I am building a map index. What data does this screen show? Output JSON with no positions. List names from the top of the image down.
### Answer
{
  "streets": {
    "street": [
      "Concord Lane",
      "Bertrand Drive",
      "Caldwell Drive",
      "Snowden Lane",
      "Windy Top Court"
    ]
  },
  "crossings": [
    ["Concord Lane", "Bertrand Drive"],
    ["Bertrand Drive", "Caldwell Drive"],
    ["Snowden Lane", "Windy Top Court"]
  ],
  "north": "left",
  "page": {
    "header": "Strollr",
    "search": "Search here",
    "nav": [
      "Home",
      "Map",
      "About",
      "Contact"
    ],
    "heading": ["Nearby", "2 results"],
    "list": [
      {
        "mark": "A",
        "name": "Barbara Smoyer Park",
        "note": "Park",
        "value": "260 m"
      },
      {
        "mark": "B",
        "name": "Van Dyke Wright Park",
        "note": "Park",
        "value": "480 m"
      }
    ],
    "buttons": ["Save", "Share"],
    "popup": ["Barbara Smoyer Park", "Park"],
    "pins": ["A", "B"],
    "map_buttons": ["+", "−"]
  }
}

────

» Exercise brief:
Look at the records above. Copy every line where the string "Snowden" occurs.

» Answer box:
      "Snowden Lane",
    ["Snowden Lane", "Windy Top Court"]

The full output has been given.